▶ ENTRIES PROVIDED:
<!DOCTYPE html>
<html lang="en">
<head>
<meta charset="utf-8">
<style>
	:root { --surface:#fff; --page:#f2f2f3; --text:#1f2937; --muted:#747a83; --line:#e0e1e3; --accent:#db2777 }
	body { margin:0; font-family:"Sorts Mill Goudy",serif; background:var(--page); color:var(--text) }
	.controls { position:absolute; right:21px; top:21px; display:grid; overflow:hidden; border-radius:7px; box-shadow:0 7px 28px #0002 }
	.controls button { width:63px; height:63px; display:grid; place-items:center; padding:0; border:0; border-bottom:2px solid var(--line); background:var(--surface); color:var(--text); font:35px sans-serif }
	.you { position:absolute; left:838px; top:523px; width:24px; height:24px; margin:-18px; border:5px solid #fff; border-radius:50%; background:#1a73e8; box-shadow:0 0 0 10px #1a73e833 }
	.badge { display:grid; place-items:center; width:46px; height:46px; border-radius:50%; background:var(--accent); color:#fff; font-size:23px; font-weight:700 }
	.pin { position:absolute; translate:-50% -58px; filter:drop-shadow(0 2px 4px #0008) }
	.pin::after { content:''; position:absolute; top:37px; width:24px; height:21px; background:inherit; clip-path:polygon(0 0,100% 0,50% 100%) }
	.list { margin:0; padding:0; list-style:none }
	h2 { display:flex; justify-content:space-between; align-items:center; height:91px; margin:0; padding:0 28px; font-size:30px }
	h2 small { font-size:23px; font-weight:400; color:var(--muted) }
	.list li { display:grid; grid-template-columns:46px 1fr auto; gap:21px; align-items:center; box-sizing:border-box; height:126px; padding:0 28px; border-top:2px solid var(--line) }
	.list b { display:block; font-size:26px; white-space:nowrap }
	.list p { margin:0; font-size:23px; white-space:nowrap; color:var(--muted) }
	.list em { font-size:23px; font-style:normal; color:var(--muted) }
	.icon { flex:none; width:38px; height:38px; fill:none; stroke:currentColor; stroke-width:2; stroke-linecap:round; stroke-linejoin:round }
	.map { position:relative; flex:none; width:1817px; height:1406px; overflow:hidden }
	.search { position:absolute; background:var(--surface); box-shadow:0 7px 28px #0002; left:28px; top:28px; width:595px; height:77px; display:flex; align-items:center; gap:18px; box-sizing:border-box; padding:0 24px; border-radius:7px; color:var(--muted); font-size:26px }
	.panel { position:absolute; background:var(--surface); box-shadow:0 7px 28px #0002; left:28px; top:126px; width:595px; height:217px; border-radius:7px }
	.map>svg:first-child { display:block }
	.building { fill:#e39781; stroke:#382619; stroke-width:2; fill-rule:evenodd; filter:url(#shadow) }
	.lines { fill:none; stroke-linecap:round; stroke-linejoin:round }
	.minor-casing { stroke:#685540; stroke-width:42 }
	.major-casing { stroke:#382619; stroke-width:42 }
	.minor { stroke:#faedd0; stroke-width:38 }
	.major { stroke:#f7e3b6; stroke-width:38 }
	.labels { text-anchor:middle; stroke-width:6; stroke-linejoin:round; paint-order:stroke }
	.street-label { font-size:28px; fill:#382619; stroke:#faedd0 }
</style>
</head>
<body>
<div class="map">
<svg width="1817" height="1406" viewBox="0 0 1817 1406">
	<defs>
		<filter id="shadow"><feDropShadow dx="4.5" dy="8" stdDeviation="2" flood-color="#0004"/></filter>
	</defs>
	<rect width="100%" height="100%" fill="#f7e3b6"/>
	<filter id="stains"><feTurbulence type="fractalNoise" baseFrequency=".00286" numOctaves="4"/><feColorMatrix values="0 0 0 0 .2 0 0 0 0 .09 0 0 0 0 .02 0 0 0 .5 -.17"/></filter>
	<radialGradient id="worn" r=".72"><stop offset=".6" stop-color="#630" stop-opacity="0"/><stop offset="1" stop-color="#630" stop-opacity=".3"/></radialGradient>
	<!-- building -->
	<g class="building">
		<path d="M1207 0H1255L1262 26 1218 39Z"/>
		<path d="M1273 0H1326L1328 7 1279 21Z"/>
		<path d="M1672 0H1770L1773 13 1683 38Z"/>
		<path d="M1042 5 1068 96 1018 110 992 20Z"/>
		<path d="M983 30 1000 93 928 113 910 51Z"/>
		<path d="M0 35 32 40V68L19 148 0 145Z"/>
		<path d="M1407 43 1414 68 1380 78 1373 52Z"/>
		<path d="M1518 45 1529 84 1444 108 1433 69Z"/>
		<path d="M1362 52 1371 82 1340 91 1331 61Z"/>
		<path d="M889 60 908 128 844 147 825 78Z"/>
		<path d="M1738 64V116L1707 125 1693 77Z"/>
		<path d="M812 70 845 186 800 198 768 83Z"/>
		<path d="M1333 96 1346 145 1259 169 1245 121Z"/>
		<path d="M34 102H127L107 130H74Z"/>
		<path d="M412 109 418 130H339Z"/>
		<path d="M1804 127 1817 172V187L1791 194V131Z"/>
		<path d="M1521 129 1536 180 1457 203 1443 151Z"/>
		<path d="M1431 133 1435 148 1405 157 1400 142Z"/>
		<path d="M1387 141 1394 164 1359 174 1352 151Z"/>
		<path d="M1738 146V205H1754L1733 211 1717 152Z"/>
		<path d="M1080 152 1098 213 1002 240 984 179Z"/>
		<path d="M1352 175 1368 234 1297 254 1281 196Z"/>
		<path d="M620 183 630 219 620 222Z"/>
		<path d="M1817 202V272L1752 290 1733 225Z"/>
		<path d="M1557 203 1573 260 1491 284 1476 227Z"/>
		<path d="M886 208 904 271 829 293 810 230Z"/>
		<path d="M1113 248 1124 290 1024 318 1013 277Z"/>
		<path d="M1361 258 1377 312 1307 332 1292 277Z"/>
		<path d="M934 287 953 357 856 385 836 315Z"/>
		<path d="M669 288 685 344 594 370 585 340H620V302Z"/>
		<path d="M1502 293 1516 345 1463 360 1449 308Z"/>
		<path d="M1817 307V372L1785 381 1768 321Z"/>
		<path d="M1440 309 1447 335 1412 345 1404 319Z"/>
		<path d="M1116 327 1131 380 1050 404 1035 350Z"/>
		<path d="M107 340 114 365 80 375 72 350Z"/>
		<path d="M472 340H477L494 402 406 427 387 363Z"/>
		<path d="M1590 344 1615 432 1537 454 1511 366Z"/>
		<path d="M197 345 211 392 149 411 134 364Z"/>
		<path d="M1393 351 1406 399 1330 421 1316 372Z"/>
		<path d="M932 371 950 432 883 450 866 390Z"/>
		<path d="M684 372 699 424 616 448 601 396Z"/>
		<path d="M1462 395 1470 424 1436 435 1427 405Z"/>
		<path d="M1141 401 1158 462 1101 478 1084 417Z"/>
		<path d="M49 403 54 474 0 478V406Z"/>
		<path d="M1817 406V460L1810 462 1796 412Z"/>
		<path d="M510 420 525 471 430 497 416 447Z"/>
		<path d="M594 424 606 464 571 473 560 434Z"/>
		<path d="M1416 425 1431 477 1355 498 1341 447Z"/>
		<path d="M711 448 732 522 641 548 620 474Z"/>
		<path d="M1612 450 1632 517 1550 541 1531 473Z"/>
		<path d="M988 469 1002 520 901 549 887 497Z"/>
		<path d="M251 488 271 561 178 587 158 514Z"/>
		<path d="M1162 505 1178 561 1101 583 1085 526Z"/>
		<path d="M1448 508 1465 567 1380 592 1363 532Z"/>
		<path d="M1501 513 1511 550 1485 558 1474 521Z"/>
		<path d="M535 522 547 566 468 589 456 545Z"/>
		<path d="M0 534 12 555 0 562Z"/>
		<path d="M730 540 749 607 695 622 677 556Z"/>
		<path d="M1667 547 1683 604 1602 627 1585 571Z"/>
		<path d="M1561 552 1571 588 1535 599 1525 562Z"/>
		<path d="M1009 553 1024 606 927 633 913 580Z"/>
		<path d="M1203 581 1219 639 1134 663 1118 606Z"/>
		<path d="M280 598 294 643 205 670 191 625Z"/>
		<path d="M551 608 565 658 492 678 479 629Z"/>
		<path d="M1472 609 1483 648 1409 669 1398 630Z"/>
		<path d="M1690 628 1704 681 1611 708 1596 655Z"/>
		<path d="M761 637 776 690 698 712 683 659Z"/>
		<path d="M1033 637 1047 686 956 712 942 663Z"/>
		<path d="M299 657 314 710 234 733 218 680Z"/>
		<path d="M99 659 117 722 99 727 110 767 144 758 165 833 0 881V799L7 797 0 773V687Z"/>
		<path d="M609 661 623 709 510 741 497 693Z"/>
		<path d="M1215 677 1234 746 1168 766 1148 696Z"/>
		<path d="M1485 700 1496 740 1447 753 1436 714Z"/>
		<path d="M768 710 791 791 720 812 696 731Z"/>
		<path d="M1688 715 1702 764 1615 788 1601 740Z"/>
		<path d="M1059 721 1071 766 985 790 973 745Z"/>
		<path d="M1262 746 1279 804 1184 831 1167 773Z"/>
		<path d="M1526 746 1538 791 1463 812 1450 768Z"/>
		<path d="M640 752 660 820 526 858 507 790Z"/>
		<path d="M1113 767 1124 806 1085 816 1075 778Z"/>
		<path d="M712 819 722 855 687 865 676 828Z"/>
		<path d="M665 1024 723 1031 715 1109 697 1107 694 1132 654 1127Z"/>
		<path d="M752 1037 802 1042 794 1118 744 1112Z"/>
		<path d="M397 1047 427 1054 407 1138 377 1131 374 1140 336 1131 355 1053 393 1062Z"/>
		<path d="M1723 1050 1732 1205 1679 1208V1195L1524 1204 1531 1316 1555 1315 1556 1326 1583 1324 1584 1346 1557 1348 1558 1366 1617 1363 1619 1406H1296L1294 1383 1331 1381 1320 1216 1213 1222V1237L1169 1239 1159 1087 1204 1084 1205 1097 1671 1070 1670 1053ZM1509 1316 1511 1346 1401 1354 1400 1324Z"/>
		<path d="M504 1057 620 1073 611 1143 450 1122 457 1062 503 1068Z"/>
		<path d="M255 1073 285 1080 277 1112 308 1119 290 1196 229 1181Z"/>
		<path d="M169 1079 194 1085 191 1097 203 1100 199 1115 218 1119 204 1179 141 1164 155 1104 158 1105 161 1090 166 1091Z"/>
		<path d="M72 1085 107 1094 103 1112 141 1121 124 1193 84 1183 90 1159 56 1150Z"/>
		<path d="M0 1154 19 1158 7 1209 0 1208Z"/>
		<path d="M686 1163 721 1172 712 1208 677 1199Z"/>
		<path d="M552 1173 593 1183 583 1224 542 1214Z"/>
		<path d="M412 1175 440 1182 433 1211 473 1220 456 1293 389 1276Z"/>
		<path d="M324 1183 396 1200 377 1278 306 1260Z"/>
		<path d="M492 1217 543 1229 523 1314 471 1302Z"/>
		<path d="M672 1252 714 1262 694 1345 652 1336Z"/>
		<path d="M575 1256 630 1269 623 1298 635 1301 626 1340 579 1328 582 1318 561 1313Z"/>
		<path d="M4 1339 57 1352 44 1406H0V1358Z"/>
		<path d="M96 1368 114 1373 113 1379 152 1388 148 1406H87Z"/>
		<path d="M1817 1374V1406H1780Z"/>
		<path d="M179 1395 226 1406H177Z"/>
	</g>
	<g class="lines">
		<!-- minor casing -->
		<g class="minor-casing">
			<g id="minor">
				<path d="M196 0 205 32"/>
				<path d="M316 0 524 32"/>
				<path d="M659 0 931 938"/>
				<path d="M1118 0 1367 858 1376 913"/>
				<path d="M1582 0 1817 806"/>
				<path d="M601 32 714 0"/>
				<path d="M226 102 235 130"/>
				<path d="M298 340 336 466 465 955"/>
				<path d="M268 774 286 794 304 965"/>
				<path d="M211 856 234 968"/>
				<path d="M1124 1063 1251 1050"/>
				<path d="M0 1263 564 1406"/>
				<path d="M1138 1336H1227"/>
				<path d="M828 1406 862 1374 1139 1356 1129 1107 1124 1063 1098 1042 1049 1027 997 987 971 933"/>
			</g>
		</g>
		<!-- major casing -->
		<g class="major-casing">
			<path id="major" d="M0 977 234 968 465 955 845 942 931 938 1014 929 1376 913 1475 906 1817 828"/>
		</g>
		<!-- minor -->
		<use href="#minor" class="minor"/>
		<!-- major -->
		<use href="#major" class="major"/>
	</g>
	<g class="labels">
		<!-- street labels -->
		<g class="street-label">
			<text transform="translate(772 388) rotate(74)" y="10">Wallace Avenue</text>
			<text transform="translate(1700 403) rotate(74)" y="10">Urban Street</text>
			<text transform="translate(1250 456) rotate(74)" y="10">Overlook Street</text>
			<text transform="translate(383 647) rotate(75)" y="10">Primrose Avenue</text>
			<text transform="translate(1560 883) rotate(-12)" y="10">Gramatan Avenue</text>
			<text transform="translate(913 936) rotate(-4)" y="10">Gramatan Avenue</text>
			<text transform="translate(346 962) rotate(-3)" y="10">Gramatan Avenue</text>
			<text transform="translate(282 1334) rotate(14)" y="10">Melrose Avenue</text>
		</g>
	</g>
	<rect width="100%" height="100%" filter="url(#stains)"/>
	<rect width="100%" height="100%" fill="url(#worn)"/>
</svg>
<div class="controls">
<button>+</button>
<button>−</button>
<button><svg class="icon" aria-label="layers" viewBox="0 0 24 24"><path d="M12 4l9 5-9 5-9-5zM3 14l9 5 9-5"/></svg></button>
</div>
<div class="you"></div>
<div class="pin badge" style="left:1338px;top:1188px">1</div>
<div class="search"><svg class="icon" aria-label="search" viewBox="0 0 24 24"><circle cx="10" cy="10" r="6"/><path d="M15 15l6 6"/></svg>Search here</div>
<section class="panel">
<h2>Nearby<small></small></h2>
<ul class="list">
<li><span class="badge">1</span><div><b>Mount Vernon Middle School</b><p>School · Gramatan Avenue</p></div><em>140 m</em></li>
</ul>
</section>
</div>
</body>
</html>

▶ HOW TO COMPLETE THIS TASK: Locate the word "controls" in the records and collect each line it appears in.

▶ EXERCISE ANSWER:
	.controls { position:absolute; right:21px; top:21px; display:grid; overflow:hidden; border-radius:7px; box-shadow:0 7px 28px #0002 }
	.controls button { width:63px; height:63px; display:grid; place-items:center; padding:0; border:0; border-bottom:2px solid var(--line); background:var(--surface); color:var(--text); font:35px sans-serif }
<div class="controls">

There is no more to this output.